### [EXERCISE GOAL]
Gather all lines in the records below that include the word "main".
SUPPLIED DATA section start
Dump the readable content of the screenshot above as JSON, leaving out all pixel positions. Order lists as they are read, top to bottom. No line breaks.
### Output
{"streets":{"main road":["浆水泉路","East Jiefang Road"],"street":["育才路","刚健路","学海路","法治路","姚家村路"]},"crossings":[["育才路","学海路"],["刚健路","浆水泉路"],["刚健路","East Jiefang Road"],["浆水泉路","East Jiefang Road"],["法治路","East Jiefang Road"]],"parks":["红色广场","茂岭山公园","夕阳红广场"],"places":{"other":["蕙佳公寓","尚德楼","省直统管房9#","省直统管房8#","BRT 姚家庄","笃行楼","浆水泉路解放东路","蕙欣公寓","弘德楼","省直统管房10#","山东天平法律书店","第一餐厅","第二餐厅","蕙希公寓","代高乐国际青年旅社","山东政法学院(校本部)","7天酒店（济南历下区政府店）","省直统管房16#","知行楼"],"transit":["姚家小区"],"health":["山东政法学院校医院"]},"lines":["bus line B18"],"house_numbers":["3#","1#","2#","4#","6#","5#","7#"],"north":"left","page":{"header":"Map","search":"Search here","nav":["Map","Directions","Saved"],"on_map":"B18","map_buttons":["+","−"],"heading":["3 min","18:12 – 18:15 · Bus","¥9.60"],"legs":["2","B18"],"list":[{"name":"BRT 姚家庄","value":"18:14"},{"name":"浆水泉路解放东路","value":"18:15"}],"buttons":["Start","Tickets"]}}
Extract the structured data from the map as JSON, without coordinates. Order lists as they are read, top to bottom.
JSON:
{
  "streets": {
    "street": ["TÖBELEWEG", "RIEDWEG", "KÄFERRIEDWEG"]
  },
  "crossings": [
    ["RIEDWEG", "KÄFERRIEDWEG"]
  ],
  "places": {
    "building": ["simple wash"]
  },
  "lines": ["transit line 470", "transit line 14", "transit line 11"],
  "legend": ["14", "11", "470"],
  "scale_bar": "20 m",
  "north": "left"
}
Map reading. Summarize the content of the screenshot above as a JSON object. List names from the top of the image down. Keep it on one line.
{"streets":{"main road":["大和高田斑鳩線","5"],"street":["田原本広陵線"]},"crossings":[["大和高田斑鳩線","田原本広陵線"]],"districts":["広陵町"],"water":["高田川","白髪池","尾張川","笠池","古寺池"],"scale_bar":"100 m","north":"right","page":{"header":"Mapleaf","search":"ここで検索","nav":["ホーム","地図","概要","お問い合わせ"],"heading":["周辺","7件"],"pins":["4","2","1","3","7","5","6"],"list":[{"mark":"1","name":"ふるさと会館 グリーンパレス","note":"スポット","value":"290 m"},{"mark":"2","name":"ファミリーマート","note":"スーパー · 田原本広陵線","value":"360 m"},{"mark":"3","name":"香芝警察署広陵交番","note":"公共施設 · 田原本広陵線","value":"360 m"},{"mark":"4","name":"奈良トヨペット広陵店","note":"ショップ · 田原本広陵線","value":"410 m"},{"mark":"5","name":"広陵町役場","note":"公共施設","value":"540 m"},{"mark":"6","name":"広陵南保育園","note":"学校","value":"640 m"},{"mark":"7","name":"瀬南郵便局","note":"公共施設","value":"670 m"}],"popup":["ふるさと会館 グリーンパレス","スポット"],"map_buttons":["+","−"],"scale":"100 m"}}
SUPPLIED DATA section end
### [EXPECTED OUTPUT]
{"streets":{"main road":["浆水泉路","East Jiefang Road"],"street":["育才路","刚健路","学海路","法治路","姚家村路"]},"crossings":[["育才路","学海路"],["刚健路","浆水泉路"],["刚健路","East Jiefang Road"],["浆水泉路","East Jiefang Road"],["法治路","East Jiefang Road"]],"parks":["红色广场","茂岭山公园","夕阳红广场"],"places":{"other":["蕙佳公寓","尚德楼","省直统管房9#","省直统管房8#","BRT 姚家庄","笃行楼","浆水泉路解放东路","蕙欣公寓","弘德楼","省直统管房10#","山东天平法律书店","第一餐厅","第二餐厅","蕙希公寓","代高乐国际青年旅社","山东政法学院(校本部)","7天酒店（济南历下区政府店）","省直统管房16#","知行楼"],"transit":["姚家小区"],"health":["山东政法学院校医院"]},"lines":["bus line B18"],"house_numbers":["3#","1#","2#","4#","6#","5#","7#"],"north":"left","page":{"header":"Map","search":"Search here","nav":["Map","Directions","Saved"],"on_map":"B18","map_buttons":["+","−"],"heading":["3 min","18:12 – 18:15 · Bus","¥9.60"],"legs":["2","B18"],"list":[{"name":"BRT 姚家庄","value":"18:14"},{"name":"浆水泉路解放东路","value":"18:15"}],"buttons":["Start","Tickets"]}}
{"streets":{"main road":["大和高田斑鳩線","5"],"street":["田原本広陵線"]},"crossings":[["大和高田斑鳩線","田原本広陵線"]],"districts":["広陵町"],"water":["高田川","白髪池","尾張川","笠池","古寺池"],"scale_bar":"100 m","north":"right","page":{"header":"Mapleaf","search":"ここで検索","nav":["ホーム","地図","概要","お問い合わせ"],"heading":["周辺","7件"],"pins":["4","2","1","3","7","5","6"],"list":[{"mark":"1","name":"ふるさと会館 グリーンパレス","note":"スポット","value":"290 m"},{"mark":"2","name":"ファミリーマート","note":"スーパー · 田原本広陵線","value":"360 m"},{"mark":"3","name":"香芝警察署広陵交番","note":"公共施設 · 田原本広陵線","value":"360 m"},{"mark":"4","name":"奈良トヨペット広陵店","note":"ショップ · 田原本広陵線","value":"410 m"},{"mark":"5","name":"広陵町役場","note":"公共施設","value":"540 m"},{"mark":"6","name":"広陵南保育園","note":"学校","value":"640 m"},{"mark":"7","name":"瀬南郵便局","note":"公共施設","value":"670 m"}],"popup":["ふるさと会館 グリーンパレス","スポット"],"map_buttons":["+","−"],"scale":"100 m"}}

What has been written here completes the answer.